So you finally purchased a new car. Now what? Unfortunately, for many car owners, that question never gets answered. Bad maintenance habits alarmingly depreciate the value of cars. Not to mention, purchasing a car, especially if opting for a new car, generally falls second only to a home in investment purchases. However, waiting for something to go wrong on a car before examining it makes it one of the worst investments a consumer can make. Here are a few signs that you’re sending your vehicle six feet under:
Not Performing Oil Checks and Changes
Oil changes are a relatively cheap security measure for your car, ranging anywhere between ten to forty dollars, with many auto repair shops offering frequent discounts or coupons. However, one of the most common and costliest mistakes drivers make is to extend an oil change past the recommended date. The ultimate guide to reference is your owner’s manual, which provides exact mileage or monthly estimates for oil changes. Ignoring the manual’s guidelines could mean permanent engine damage, and replacing an engine often straddles the cost line of replacing the car entirely.
Beyond regular oil changes, checking oil level every few weeks also proves essential for damage control. If you notice your engine is burning up or losing oil rapidly, you should immediately take your car to a mechanic. Engines require lubrication, and a dried out engine either from worn out oil or low oil is a surefire way to ruin a car.
Ignoring Brake Damage
If braking emits a loud squeal, there’s definitely a problem. To be precise, it’s time to replace your disc-brake pads. Worn brake pads make driving dangerous through lowered effectiveness while enabling rotor damage from the friction. Replacing brake pads can cost up to $250. Most pads last about 20-25,000 miles. When you take your car for tire rotation (important for full tread life), ask the mechanic to check your brake pads, as well.
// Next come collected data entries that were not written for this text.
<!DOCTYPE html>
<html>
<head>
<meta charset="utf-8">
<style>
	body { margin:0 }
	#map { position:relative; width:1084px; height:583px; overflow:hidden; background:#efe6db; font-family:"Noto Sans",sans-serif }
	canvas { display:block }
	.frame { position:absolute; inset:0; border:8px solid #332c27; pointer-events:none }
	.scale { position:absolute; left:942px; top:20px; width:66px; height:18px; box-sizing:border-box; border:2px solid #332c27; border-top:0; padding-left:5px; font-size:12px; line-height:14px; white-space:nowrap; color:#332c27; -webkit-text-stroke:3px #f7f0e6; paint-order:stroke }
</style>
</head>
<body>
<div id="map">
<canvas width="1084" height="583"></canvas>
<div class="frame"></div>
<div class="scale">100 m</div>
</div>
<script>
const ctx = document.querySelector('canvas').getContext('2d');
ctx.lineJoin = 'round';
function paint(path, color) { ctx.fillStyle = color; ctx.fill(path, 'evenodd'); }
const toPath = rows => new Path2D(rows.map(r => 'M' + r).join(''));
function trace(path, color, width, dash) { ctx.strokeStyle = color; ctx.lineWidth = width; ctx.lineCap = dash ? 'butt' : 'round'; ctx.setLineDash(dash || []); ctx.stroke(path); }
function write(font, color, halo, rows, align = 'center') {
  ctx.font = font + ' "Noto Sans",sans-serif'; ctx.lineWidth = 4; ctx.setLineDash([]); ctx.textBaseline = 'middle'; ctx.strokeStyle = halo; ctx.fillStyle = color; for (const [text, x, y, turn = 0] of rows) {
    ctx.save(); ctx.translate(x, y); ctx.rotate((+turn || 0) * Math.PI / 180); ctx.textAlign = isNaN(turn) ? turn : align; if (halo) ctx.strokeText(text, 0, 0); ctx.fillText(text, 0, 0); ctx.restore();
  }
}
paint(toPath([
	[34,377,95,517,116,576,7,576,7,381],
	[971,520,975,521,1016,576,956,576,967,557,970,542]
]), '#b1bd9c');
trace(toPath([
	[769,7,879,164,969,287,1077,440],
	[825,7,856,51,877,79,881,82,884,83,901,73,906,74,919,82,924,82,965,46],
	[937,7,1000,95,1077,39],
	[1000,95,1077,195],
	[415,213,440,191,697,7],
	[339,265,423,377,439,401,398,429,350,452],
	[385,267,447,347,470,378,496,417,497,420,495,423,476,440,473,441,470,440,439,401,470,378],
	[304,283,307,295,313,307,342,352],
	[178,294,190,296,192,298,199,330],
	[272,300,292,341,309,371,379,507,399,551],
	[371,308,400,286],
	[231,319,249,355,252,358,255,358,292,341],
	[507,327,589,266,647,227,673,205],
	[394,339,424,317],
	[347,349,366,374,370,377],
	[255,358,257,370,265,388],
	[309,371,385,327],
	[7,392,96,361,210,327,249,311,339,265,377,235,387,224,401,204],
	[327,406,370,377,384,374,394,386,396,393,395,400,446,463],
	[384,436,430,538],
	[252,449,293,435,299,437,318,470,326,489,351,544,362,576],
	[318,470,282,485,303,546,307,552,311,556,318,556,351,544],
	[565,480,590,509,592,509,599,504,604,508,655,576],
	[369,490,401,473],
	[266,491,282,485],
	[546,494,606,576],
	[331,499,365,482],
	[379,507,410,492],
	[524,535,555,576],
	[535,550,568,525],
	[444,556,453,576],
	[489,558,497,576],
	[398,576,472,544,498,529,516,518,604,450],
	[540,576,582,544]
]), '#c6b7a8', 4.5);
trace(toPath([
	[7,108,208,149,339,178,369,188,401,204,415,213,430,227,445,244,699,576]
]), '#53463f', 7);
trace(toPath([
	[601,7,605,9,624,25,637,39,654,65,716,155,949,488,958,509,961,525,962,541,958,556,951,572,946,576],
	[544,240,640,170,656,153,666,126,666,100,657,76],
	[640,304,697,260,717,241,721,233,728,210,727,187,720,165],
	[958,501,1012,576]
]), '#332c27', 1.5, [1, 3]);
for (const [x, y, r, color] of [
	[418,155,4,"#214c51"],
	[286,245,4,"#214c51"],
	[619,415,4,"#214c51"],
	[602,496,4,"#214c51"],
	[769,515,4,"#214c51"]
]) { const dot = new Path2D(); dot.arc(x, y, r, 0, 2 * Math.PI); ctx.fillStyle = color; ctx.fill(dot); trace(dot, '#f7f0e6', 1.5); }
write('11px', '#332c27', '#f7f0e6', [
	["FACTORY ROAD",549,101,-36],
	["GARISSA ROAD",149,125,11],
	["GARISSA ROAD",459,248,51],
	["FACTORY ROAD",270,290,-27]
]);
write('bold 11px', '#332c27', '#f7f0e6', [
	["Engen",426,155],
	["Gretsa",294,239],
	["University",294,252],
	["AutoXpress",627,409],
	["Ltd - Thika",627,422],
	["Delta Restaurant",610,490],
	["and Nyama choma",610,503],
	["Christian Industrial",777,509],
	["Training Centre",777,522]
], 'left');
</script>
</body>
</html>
Not Checking Tire Pressure
Another place where your owner’s manual comes in handy is for tire pressure checking rates. Tires potentially lose a few pounds of pressure a month so it’s advised to check tires each month, and even check earlier than the owner manual’s recommended check times. Keep a tire pressure gauge in your car at all times, and especially check prior to any long trips.
Low tire pressure not only causes dangerous blowouts, requiring a new tire purchase, but decreases fuel economy, shortens a tire’s lifespan, and inhibits handling.
Driving in Grime
It’s easy for dirt, salt, and the natural elements to erode the finish of a car, once again compromising the car’s value quickly. Besides a necessary paint job, dirt affects visibility and clogs or deteriorates window seals, sometimes causing internal flooding. If you don’t want to spend money on a car wash, invest in a good car sponge and soap from an auto retail store to self-clean your vehicle at least once every month or as needed.
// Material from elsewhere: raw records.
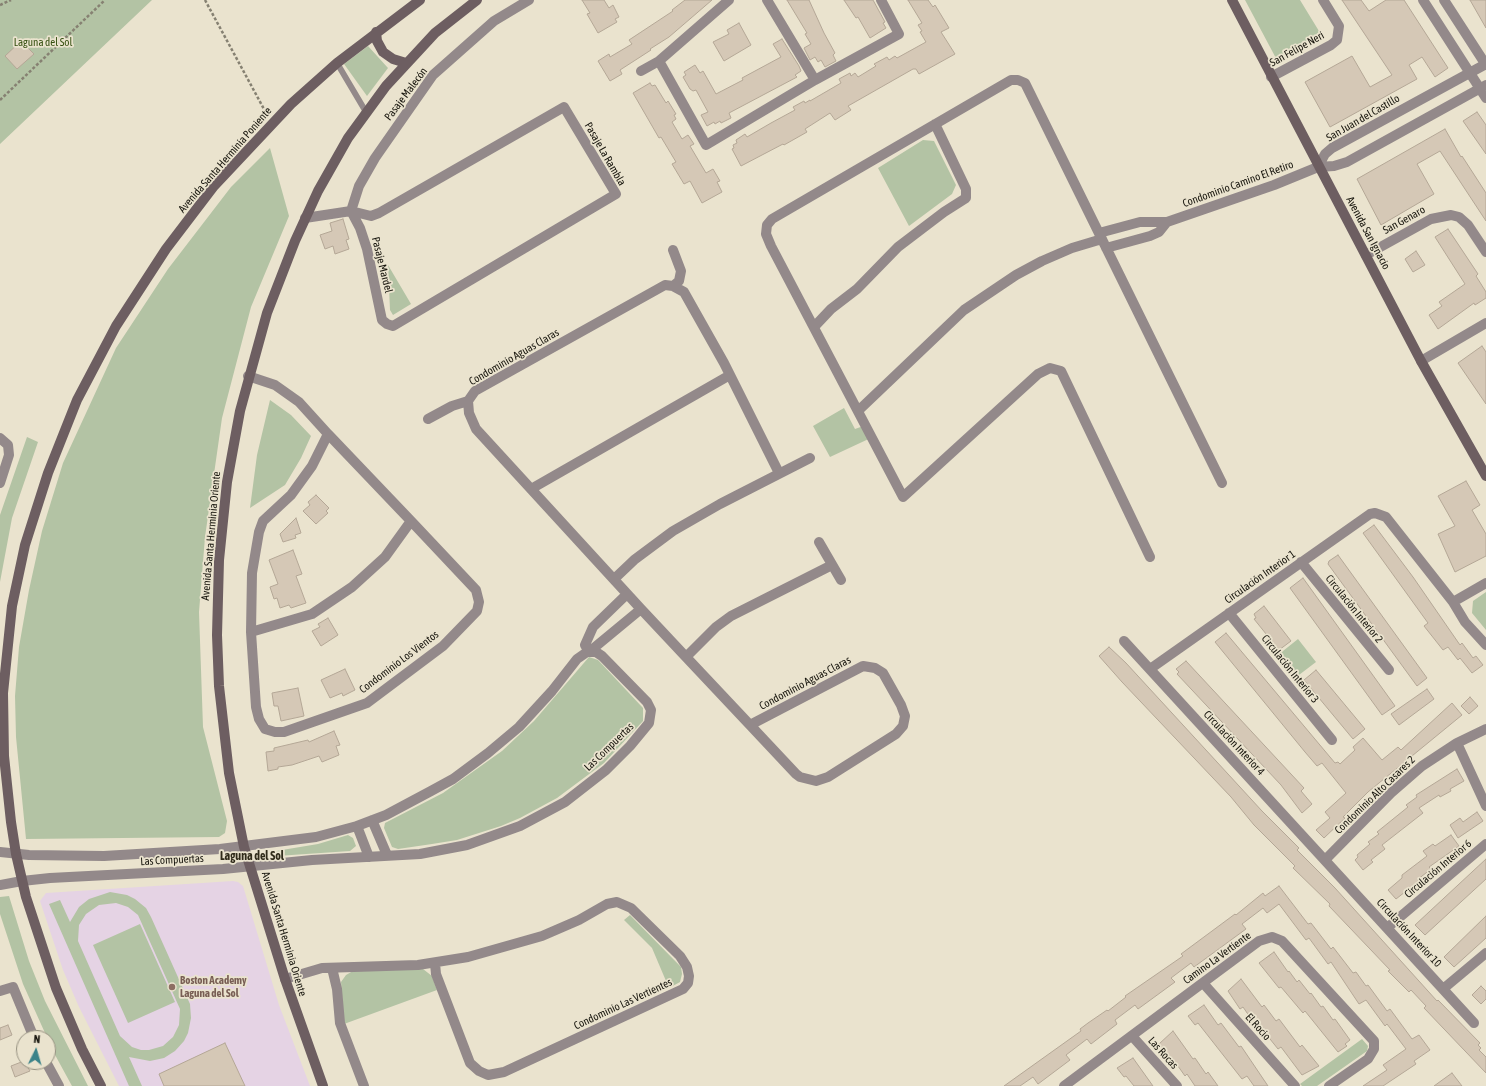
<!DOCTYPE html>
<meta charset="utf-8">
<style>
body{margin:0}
#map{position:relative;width:1486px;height:1086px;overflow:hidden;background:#eae3ce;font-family:"Asap Condensed",sans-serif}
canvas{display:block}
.north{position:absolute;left:16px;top:1030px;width:40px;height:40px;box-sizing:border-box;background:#eae3ce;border:1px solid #969181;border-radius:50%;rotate:5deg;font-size:11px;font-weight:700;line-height:16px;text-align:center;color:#17150d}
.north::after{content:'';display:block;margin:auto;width:14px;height:18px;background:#3b8389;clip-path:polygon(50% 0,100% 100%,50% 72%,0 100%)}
</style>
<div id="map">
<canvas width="1486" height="1086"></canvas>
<div class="north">N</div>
</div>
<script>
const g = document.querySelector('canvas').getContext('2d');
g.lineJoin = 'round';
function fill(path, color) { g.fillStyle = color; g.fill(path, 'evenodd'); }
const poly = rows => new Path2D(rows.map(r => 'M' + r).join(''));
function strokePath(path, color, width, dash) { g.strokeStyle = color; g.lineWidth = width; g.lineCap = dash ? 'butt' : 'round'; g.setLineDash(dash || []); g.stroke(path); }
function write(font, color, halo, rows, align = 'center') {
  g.font = font + ' "Asap Condensed",sans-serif'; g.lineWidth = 3.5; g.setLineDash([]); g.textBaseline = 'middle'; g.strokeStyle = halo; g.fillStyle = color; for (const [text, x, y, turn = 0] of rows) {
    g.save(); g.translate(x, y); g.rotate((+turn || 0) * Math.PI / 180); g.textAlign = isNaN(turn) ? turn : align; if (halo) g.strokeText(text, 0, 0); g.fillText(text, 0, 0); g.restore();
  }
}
fill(poly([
 [233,881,238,882,243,886,279,1005,310,1086,119,1086,79,1007,63,970,40,901,46,893]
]), '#e5d3e4');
fill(poly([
 [0,0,152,0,0,144],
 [1245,0,1300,0,1322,36,1278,62],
 [368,46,388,68,367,96,344,64],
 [923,140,934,141,956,185,952,194,909,226,878,168],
 [270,148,289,216,251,307,222,418,205,537,199,612,203,727,227,821,225,833,219,837,26,839,16,737,15,696,19,647,29,590,42,531,63,463,116,348,168,269,231,187],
 [388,265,411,304,393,315,390,310],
 [270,400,291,415,311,436,301,458,285,485,250,508,257,455],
 [844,408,855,429,869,424,875,436,830,457,813,426],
 [27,437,38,442,12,518,0,582,0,515],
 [1486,592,1486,630,1472,613,1473,601],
 [1298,639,1316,662,1295,678,1278,655],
 [589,657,598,660,643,708,643,721,604,763,557,798,520,818,501,826,457,840,432,844,398,849,392,847,384,828,385,823,443,793,502,751,534,721],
 [348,835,353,838,356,846,350,851,277,856,276,851,318,844],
 [110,892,127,895,135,899,146,908,151,917,190,1004,191,1018,188,1033,184,1041,175,1051,164,1058,150,1061,129,1057,142,1086,129,1086,49,904,60,900,70,922,79,907,89,899],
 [116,903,128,907,138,915,180,1009,179,1025,173,1037,163,1046,149,1050,141,1050,132,1047,120,1036,78,941,79,925,86,914,99,905],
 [9,896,29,961,45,1001,88,1086,72,1086,54,1053,23,984,0,914,0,897],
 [630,915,681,967,682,974,680,982,669,988,652,948,624,920],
 [140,924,175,1002,128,1023,93,945],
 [423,969,432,976,437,990,344,1024,341,982,346,975,353,971],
 [1362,1039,1368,1046,1367,1051,1317,1086,1302,1086,1300,1084]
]), '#b3c3a4');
const building = poly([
 [582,0,604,0,609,8,613,5,619,17,615,19,617,22,598,33,587,14,590,13,582,0],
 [685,0,712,0,669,37,650,49,651,50,620,70,622,74,610,81,598,61,609,54,610,57,632,44,629,40,673,11,672,10,685,0],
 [787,0,809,0,824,33,835,53,833,55,836,61,825,67,821,60,818,62,815,57,810,60,804,48,811,44,805,34,807,33,787,0],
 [844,0,873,0,885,22,883,23,886,28,870,38,858,17,856,18,844,0],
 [908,0,928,0,933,7,935,5,949,28,941,32,955,54,919,74,916,69,913,69,848,106,851,110,835,120,830,113,805,129,807,132,784,145,783,144,741,166,732,149,734,148,733,145,737,143,736,140,745,134,747,137,771,123,795,110,793,107,804,101,805,103,810,100,810,101,841,83,839,79,850,73,851,76,855,73,858,77,876,66,874,64,887,57,889,60,895,56,897,58,926,42,920,32,922,31,918,25,922,23,908,0],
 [1342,0,1361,0,1369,11,1386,0,1404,0,1448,68,1435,77,1422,57,1409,65,1417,79,1330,127,1305,82,1352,56,1370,87,1392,75,1342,0],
 [1470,0,1486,0,1486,28,1470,0],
 [739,23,751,45,724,61,713,42,729,34,727,30,739,23],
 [782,39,799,66,801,71,795,75,797,77,729,113,731,118,721,123,720,121,715,124,714,122,707,126,701,115,708,112,696,90,693,91,690,89,683,77,686,75,684,72,695,65,700,73,703,71,716,94,743,80,742,78,781,57,773,44,782,39],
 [21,41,34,54,17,69,5,56,21,41],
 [650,83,652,86,655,85,666,103,668,101,676,114,674,115,676,119,672,122,682,139,688,135,694,144,690,146,706,173,713,169,720,181,717,182,722,192,702,203,690,181,684,184,672,164,676,162,661,137,659,138,633,93,650,83],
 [1477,112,1486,125,1486,154,1463,121,1477,112],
 [1445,129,1461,157,1462,156,1486,193,1486,221,1440,151,1417,164,1434,194,1381,225,1357,179,1445,129],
 [343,219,349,239,346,240,349,249,335,254,333,246,325,249,320,235,332,231,330,223,343,219],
 [1448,229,1478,274,1476,276,1486,292,1486,298,1475,305,1474,303,1438,329,1429,315,1442,306,1439,302,1465,284,1435,237,1448,229],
 [1416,251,1425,265,1413,272,1405,259,1416,251],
 [1482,346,1486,352,1486,404,1458,363,1482,346],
 [1466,481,1480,505,1472,510,1486,534,1486,556,1455,572,1438,534,1455,526,1438,496,1466,481],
 [316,495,329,508,326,511,328,513,316,524,303,511,310,505,308,502,316,495],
 [296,518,301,533,295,535,296,538,283,542,280,534,296,518],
 [1374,525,1413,577,1460,645,1462,643,1473,658,1476,656,1483,665,1472,673,1460,658,1458,660,1448,647,1443,650,1424,626,1428,623,1363,533,1374,525],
 [293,550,302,574,296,576,306,603,291,608,289,605,280,608,277,598,274,599,270,587,278,584,269,560,293,550],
 [1338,555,1427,678,1417,686,1328,564,1329,561,1338,555],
 [1303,578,1395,706,1382,715,1290,588,1303,578],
 [1264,606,1291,641,1279,650,1254,619,1256,618,1254,614,1264,606],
 [328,618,338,635,321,646,312,631,320,627,318,624,328,618],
 [1226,633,1335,763,1338,762,1340,764,1355,750,1353,747,1363,738,1382,760,1398,747,1401,750,1452,703,1462,715,1368,792,1343,817,1345,818,1324,838,1316,830,1330,818,1325,812,1346,793,1322,763,1317,766,1305,752,1215,642,1226,633],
 [1109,647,1126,663,1262,811,1299,848,1297,850,1335,888,1437,1001,1438,1000,1480,1043,1478,1045,1481,1048,1479,1050,1486,1057,1486,1073,1424,1008,1426,1006,1411,990,1409,992,1388,971,1390,970,1329,906,1330,904,1293,868,1295,866,1254,825,1231,797,1122,682,1099,656,1109,647],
 [1186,661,1304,788,1301,791,1312,804,1302,813,1281,785,1177,674,1179,672,1176,669,1186,661],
 [345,669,355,690,343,696,342,693,330,698,321,680,345,669],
 [1316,670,1365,729,1353,739,1304,680,1316,670],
 [298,688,304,716,281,721,278,706,274,706,272,693,298,688],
 [1427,689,1434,699,1399,725,1391,714,1427,689],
 [1470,697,1478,706,1469,714,1461,706,1470,697],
 [334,731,340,745,336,746,339,755,322,762,319,756,292,765,278,767,278,769,268,771,266,752,274,751,274,748,308,740,309,742,334,731],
 [1457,769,1464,781,1450,789,1451,791,1440,797,1439,795,1419,808,1423,813,1382,845,1385,849,1371,860,1373,862,1363,870,1355,860,1358,857,1357,855,1370,844,1368,842,1379,834,1377,832,1408,807,1406,805,1417,797,1416,795,1457,769],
 [1477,812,1483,821,1458,838,1450,825,1460,818,1463,822,1477,812],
 [1451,835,1459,846,1429,867,1431,869,1417,880,1419,881,1396,899,1388,890,1402,878,1402,875,1427,856,1423,851,1433,844,1435,846,1451,835],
 [1486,859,1486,879,1425,935,1415,925,1486,859],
 [1279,886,1308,924,1311,923,1331,949,1333,947,1353,973,1356,972,1366,986,1368,985,1387,1011,1390,1009,1412,1039,1419,1035,1430,1050,1414,1061,1416,1064,1383,1086,1363,1086,1387,1070,1383,1065,1406,1049,1387,1024,1385,1026,1366,1000,1359,1004,1331,962,1328,964,1309,938,1306,940,1279,904,1267,913,1263,908,1242,924,1246,929,1194,967,1191,963,1171,978,1175,982,1138,1009,1135,1005,1115,1020,1117,1024,1091,1044,1087,1039,1066,1055,1070,1060,1038,1084,1033,1077,1020,1086,1004,1086,1081,1031,1080,1029,1088,1023,1107,1010,1108,1011,1126,997,1125,996,1183,956,1181,954,1235,914,1236,915,1263,893,1265,896,1279,886],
 [1486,916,1486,938,1454,967,1444,957,1486,916],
 [1274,952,1288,972,1289,971,1297,982,1299,980,1310,994,1311,993,1321,1007,1323,1006,1333,1020,1335,1019,1350,1040,1345,1044,1347,1046,1338,1052,1305,1011,1303,1013,1281,987,1279,988,1259,963,1274,952],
 [1241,979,1262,1007,1264,1005,1276,1021,1279,1019,1300,1047,1302,1045,1319,1066,1302,1075,1281,1047,1278,1049,1270,1039,1257,1021,1254,1023,1243,1007,1240,1009,1228,991,1241,979],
 [1481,986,1486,991,1486,999,1481,1004,1472,995,1481,986],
 [1204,1005,1218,1025,1221,1023,1239,1047,1241,1046,1268,1086,1254,1086,1247,1076,1242,1079,1198,1023,1195,1025,1188,1016,1204,1005],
 [8,1025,12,1035,0,1040,0,1028,8,1025],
 [1173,1031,1193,1059,1195,1058,1206,1074,1208,1072,1218,1086,1195,1086,1187,1074,1185,1076,1173,1059,1171,1060,1159,1044,1173,1031],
 [225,1043,245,1086,164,1086,159,1074,225,1043],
 [1133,1058,1153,1086,1134,1086,1126,1076,1124,1077,1117,1068,1133,1058],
 [24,1061,30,1071,15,1077,11,1066,24,1061],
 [1452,1073,1462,1086,1434,1086,1452,1073]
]);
fill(building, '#d5c8b6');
strokePath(building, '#b4a796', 1);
strokePath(poly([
 [205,0,265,111],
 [0,5,11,0],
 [0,100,105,0]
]), '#868172', 2.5, [3, 2]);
strokePath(poly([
 [337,63,366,112]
]), '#93898a', 6);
strokePath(poly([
 [767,0,815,80],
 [1423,0,1486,98],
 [1444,0,1486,65],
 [659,61,706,145,815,80,899,34,881,0],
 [641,71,659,61,729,0],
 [1271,77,1331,45,1337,40,1339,26,1323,0],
 [1318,167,1325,154,1332,148,1486,64],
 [351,211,359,186,375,158,433,75,494,21,529,0],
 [305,218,351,211,371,216,379,213,564,107,616,194,393,326,387,324,382,320,367,249,360,228,351,211],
 [1167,222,1274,185,1318,167,1334,166,1347,162,1486,85],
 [1099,233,1140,222,1167,222,1159,232,1150,236,1106,248],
 [673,250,681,271,679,281,673,286],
 [1366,255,1431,219,1451,215,1459,217,1468,225,1486,252],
 [814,327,831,309,857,289,898,247,944,212,966,198,966,189,935,124],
 [1421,361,1486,323],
 [248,376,275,385,299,402,328,434,411,521,476,590,479,602,477,611,443,646,367,703,284,732,275,732,265,729,259,719,256,707,251,632,312,614,352,587,385,557,411,521],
 [859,410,964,310,1016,275,1042,261,1072,248,1102,239],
 [428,419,452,406,468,401],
 [0,438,8,445,9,455,0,483],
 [531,489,730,375],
 [819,542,841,580],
 [1150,557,1061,371,1050,368,1038,374,903,497,771,246,766,234,767,225,772,219,1011,80,1018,80,1025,83,1222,483],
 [1301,562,1389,670],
 [614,579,634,560,673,531,720,504,810,458],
 [627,594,593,627,585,645,589,652,641,609],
 [1453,602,1486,583],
 [1229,613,1332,740],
 [251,632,252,573,259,532,263,521,291,495,312,466,328,434],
 [1124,641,1474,1023],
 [686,657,716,627,731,616,832,565],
 [1150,669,1370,514,1375,513,1386,517,1453,602,1465,622,1486,645],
 [750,725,863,666,875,668,883,673,901,705,905,716,903,726,896,734,828,777,816,781,800,777,796,774,750,725,686,657,641,609,476,429,469,413,468,401,475,391,665,285,673,286,684,292,724,363,779,473],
 [1457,743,1486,806],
 [372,820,387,855],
 [357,826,369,857],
 [0,852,29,855,104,856,220,849,316,837,357,826,386,815,431,791,453,779,488,753,519,727,552,691,577,659,587,652,596,652,602,656,647,702,651,710,649,723,630,746,606,770,565,802,520,826,467,845,420,854,312,860,223,869,50,878,22,881,0,885],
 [1325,860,1391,793,1422,766,1457,743,1486,729],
 [1387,928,1486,844],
 [332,968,337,989,340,1023,364,1086],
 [285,979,322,968,418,965,468,957,542,936,579,920,607,904,617,902,631,908,680,956,687,967,689,976,688,983,683,989,504,1072,488,1075,479,1071,470,1063,436,974,435,963],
 [1203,983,1295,1086],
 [1443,989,1486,953],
 [0,991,13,987,34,1038],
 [1132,1036,1177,1086],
 [46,1062,59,1086],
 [1064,1086,1259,941,1272,937,1282,941,1374,1041,1374,1049,1368,1059,1329,1086]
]), '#93898a', 10);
strokePath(poly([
 [1232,0,1421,361,1486,476],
 [376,32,377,41,383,52,393,59,406,63],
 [101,1086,82,1049,56,988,26,897,16,854,11,822,4,756,3,693,12,606,25,545,48,473,77,400,116,326,166,249,214,186,291,104,337,63,420,0],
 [323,1086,285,979,244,847,229,773,219,686,217,635,219,560,227,482,240,411,267,313,295,241,318,191,348,138,386,86,435,33,477,0]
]), '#6d5e61', 10);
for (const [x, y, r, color] of [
 [172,987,4,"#8d6e63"]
]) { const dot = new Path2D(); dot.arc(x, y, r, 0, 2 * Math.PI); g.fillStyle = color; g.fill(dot); strokePath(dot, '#eae3ce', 1.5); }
write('11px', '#365011', '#eae3ce', [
 ["Laguna del Sol",43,43]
]);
write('11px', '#17150d', '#eae3ce', [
 ["San Felipe Neri",1297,49,-29],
 ["Pasaje Malecón",406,94,-53],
 ["San Juan del Castillo",1363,118,-30],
 ["Pasaje La Rambla",605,154,60],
 ["Avenida Santa Herminia Poniente",225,160,-49],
 ["Condominio Camino El Retiro",1238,184,-20],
 ["San Genaro",1404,220,-29],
 ["Avenida San Ignacio",1368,233,62],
 ["Pasaje Mardel",382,265,76],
 ["Condominio Aguas Claras",514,357,-30],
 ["Avenida Santa Herminia Oriente",211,536,-85],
 ["Circulación Interior 1",1260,577,-35],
 ["Circulación Interior 2",1354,609,51],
 ["Condominio Los Vientos",399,662,-37],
 ["Circulación Interior 3",1290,669,51],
 ["Condominio Aguas Claras",805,683,-28],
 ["Circulación Interior 4",1234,743,47],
 ["Las Compuertas",609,747,-44],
 ["Condominio Alto Casares 2",1375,795,-44],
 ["Las Compuertas",172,860,-3],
 ["Circulación Interior 6",1438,869,-40],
 ["Circulación Interior 10",1409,933,47],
 ["Avenida Santa Herminia Oriente",284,934,73],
 ["Camino La Vertiente",1217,958,-36],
 ["Condominio Las Vertientes",623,1004,-25],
 ["El Rocio",1258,1027,48],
 ["Las Rocas",1163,1053,48]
]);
write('bold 11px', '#785e54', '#eae3ce', [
 ["Boston Academy",180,981],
 ["Laguna del Sol",180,994]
], 'left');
write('bold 12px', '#302b1a', '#eae3ce', [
 ["Laguna del Sol",252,856]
]);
</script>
The interior requires just as mention hygienic attention. Leaving garbage and food wrappers in a car allow for fungi and insect breeding. Opt for a detailing job bi-weekly or monthly or wipe down, lather, and vacuum the interior yourself. It’s an easy practice that ensures a pleasant driving environment and maintains a higher selling value.
Whether chalking it up to first-time ownership, or simply forgetting car needs in the tangle of daily multiple responsibilities, it’s essential not to let car maintenance fall to the wayside. Keep your car’s value high and make the most of what you pay for transportation.